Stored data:

┌──

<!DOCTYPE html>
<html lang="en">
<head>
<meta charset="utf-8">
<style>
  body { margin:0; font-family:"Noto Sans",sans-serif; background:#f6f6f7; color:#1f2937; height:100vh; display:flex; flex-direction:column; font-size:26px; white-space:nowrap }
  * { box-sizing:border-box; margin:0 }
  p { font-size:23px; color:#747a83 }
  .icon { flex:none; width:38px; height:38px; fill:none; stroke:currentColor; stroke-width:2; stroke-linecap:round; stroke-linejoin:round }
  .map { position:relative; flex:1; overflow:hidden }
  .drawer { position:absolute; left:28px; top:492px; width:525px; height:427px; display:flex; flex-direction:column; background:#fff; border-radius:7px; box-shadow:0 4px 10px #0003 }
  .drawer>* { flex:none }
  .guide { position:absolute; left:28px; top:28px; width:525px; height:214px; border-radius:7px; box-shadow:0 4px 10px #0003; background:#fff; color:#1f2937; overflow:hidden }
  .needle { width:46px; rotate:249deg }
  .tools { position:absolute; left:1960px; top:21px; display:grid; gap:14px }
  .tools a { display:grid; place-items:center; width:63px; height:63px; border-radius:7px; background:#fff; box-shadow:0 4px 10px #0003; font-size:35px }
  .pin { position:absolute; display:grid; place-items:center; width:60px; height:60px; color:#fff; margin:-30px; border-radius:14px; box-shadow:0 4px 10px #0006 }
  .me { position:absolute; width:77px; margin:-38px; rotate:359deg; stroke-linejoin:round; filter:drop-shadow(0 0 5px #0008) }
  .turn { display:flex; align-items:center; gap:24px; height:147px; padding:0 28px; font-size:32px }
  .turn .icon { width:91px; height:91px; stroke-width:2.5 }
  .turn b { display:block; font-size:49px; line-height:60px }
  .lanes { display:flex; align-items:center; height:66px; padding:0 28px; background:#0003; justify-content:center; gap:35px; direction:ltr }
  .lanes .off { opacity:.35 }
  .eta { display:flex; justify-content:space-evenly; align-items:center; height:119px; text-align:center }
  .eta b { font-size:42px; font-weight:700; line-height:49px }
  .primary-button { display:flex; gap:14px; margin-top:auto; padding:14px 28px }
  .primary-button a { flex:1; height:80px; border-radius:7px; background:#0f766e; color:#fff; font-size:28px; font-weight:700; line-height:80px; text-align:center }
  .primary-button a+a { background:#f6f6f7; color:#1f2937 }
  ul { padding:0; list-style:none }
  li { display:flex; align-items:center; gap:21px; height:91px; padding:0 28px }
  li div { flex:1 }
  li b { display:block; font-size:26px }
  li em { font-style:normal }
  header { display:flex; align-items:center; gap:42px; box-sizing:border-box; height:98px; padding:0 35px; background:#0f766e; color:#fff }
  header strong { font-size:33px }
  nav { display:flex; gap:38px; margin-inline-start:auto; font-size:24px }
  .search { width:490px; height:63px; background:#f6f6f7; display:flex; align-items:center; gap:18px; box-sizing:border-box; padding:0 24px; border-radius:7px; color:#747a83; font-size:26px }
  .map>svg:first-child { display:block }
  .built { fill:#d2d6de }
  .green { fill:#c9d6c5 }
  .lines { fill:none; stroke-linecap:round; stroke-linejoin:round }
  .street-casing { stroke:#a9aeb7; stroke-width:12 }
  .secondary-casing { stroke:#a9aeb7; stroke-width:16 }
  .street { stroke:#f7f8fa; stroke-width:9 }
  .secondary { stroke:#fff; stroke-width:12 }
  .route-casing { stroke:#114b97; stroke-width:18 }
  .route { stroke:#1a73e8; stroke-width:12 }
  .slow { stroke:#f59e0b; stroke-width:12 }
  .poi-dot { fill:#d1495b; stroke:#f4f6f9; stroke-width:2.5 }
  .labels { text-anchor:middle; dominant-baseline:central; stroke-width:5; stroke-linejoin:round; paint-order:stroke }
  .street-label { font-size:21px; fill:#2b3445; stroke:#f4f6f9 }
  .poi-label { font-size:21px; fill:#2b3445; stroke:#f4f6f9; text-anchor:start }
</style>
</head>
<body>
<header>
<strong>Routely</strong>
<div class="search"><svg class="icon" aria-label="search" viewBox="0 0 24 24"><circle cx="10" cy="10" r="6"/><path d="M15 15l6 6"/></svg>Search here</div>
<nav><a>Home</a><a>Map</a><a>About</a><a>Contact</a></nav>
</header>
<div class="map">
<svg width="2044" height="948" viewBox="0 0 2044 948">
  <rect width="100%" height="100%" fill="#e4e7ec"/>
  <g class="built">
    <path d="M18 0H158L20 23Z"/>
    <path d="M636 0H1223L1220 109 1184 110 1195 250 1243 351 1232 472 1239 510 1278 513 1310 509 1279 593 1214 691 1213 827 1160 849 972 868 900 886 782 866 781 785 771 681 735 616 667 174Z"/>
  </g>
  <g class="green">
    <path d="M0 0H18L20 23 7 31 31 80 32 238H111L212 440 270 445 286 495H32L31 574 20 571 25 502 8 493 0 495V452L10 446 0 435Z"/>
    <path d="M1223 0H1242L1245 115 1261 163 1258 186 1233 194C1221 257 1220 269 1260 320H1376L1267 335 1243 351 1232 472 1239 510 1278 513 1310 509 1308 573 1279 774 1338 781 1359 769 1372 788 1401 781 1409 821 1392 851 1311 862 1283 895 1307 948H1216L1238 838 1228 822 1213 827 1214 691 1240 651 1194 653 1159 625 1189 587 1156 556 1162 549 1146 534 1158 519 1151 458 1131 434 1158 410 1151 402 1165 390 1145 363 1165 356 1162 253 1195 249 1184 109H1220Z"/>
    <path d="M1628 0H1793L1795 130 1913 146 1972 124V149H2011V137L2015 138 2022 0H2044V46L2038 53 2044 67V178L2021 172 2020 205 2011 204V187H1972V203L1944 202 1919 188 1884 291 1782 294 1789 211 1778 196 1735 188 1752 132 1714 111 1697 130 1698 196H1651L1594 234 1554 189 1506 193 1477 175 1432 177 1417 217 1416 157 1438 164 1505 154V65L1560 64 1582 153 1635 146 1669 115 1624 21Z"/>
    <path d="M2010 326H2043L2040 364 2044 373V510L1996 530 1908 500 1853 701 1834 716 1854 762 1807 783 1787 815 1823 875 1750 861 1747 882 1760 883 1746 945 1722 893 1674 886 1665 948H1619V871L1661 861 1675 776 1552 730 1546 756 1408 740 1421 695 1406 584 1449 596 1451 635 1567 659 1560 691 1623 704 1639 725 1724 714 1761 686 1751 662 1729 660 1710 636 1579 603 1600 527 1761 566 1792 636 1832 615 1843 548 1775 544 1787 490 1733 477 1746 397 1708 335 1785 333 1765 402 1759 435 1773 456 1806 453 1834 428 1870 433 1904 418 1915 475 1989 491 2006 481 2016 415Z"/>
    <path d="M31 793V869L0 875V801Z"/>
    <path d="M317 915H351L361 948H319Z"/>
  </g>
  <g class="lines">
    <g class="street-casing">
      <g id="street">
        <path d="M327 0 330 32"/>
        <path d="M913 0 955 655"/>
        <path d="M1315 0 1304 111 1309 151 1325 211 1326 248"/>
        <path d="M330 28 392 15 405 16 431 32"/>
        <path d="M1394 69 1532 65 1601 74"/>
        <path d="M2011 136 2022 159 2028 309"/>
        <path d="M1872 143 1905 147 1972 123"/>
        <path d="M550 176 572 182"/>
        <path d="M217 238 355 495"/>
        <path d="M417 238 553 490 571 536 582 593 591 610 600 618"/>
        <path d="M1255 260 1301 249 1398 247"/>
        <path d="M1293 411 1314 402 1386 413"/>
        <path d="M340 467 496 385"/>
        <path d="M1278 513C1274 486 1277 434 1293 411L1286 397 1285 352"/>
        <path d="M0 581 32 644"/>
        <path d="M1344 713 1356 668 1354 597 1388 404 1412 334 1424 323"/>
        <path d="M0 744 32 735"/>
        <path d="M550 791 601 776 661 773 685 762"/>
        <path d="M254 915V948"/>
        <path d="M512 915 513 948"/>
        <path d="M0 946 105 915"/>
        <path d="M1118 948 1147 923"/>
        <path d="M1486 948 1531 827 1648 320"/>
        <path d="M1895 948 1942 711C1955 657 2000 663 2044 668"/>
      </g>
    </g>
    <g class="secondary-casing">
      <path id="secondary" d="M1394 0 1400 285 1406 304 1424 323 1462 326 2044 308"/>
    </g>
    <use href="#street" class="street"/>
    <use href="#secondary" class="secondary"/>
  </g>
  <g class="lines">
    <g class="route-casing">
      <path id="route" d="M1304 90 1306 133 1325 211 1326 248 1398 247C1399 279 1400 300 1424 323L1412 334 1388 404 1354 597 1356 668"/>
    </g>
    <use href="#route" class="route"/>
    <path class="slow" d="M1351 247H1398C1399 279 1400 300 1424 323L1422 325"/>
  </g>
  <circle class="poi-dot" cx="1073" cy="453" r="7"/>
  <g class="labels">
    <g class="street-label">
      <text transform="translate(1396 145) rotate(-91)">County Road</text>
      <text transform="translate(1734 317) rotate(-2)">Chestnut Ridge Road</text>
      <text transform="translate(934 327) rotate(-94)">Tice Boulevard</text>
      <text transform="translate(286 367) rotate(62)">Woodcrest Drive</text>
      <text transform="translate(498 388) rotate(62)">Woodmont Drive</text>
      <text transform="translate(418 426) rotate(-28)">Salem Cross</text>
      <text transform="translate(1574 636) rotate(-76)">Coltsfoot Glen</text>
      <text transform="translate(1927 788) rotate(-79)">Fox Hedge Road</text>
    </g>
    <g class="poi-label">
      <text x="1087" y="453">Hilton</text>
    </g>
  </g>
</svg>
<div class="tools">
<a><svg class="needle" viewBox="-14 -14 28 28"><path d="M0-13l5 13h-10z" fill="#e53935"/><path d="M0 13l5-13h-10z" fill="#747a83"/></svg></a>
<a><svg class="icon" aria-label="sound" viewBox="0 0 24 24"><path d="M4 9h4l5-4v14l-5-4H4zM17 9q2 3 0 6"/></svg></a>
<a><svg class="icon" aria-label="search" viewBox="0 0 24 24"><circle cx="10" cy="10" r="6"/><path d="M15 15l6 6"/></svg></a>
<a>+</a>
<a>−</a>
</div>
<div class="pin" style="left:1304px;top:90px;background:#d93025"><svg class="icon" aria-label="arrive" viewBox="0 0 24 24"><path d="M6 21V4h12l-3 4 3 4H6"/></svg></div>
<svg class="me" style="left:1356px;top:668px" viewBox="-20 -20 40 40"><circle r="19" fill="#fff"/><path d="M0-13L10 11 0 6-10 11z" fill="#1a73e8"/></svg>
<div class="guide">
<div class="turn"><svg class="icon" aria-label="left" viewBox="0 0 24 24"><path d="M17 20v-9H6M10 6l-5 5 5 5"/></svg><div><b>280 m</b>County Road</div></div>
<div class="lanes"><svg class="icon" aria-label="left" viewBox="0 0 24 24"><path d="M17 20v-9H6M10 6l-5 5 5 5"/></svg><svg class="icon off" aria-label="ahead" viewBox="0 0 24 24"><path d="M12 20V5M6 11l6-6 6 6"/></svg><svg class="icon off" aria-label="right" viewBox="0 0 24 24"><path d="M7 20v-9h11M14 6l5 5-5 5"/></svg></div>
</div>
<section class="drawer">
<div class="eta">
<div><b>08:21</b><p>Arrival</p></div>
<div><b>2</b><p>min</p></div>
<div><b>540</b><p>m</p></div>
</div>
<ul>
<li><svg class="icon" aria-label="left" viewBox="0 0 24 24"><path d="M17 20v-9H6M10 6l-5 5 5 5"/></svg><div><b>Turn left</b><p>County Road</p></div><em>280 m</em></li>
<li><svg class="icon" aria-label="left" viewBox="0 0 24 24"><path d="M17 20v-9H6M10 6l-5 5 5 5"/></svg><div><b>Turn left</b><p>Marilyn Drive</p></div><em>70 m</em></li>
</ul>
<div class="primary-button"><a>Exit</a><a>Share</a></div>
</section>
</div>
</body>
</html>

└──

About this exercise: Search the entries for the string "hidden". Copy every line that has it.

Written answer:
  .map { position:relative; flex:1; overflow:hidden }
  .guide { position:absolute; left:28px; top:28px; width:525px; height:214px; border-radius:7px; box-shadow:0 4px 10px #0003; background:#fff; color:#1f2937; overflow:hidden }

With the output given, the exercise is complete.